The team uses multi-layer perceptron neural networks with a limited number of layers to meet the 100 nanosecond, real-time performance requirements of triggers. In addition to AI inference, FPGAs provide the sensor communications, data formatting and pre-filtering compute required for the incoming raw sensor data, prior to the inference driven trigger; thereby accelerating the whole detector application.
Tran summarised the benefits of the hls4ml project. ‘In our day-to-day work, it really allows us to access machine learning at every level across the experiment with the trigger. Before, you would have to think about a very specific application and work really hard on developing the model and the firmware for either VHDL or Verilog. Now, you can think more broadly about how we can improve the physics, whether it’s low-level aggregation of hits in some calorimeter all the way up to taking the full event and optimising for a particular topology. It allows the spread and adoption of machine learning more quickly across the experiment.’
Project catapult
Microsoft’s Project Catapult is another example of how FPGAs are being used to specialise computing architecture. It is essentially a deployment of FPGAs in the cloud which interconnect CPUs to provide an interconnected and configurable compute layer of programmable silicon.
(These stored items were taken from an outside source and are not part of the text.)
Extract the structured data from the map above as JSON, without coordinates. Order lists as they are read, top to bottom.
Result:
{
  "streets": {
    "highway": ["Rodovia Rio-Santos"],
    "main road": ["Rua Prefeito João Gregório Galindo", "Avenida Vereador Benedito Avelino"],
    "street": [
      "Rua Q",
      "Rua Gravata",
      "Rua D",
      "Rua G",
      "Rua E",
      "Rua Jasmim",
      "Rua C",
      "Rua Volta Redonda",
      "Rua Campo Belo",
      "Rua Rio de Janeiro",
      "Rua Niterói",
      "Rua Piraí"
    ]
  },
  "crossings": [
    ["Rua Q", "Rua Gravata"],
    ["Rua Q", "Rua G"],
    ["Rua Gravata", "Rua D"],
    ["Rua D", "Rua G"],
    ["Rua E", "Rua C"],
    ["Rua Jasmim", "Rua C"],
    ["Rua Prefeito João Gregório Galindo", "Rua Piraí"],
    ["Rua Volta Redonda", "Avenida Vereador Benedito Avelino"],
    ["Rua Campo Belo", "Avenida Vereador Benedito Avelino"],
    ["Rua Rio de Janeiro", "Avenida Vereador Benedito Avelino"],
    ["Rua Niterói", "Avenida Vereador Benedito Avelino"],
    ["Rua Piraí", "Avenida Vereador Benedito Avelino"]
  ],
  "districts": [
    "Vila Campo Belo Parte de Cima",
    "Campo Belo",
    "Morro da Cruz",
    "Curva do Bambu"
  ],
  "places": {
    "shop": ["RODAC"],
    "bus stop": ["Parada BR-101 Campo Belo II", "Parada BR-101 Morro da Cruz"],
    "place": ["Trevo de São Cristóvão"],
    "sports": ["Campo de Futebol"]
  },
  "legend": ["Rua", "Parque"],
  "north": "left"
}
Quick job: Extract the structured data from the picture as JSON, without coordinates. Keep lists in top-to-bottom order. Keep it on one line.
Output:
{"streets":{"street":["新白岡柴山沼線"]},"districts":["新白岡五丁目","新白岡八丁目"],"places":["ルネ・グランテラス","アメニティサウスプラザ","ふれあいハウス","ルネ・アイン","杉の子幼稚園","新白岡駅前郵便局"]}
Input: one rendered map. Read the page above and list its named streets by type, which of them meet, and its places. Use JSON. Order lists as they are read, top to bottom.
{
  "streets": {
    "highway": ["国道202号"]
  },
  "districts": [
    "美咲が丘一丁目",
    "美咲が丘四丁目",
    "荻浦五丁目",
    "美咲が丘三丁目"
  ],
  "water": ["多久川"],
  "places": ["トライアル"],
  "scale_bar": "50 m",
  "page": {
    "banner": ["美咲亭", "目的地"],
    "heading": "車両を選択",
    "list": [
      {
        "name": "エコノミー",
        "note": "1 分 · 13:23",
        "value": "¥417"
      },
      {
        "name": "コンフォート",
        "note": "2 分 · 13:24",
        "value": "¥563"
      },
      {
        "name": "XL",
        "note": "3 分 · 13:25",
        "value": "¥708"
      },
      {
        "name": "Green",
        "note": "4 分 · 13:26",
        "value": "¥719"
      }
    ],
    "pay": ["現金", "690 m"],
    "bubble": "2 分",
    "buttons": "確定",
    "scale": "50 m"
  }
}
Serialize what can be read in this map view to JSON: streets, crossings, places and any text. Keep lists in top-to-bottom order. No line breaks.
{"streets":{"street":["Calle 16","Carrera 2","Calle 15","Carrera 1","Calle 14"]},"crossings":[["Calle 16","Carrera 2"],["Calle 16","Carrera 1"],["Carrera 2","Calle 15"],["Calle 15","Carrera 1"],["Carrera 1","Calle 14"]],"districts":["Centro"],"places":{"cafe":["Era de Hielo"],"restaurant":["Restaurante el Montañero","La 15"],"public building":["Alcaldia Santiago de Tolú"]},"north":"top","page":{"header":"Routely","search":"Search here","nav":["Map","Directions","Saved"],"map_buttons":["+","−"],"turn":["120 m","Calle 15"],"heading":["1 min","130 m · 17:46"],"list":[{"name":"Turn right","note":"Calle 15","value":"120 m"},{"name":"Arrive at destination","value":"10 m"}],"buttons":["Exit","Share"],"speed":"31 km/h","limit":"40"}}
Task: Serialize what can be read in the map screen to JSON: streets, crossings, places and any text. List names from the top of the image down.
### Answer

The project started in 2010 when a small team, led by Doug Burger and Derek Chiou, began exploring alternative architectures and specialised hardware such as GPUs, FPGAs and ASICs.
The team developed a system for cloud computing based on the FPGA, which offered better energy efficiency than using CPU or GPU-based systems for the same task. The FPGA also offered this benefit, while not requiring the same level of risk associated with developing a custom ASIC.
Project Catapult’s board-level architecture is designed to be highly flexible. The FPGA can act as a local compute accelerator, an inline processor, or a remote accelerator for distributed computing. In this design, the FPGA sits between the datacentre’s top-of-rack (ToR) network switches and the server’s network interface chip. Network traffic is routed through the FPGA, which can perform line-rate computation on even high-bandwidth network flows.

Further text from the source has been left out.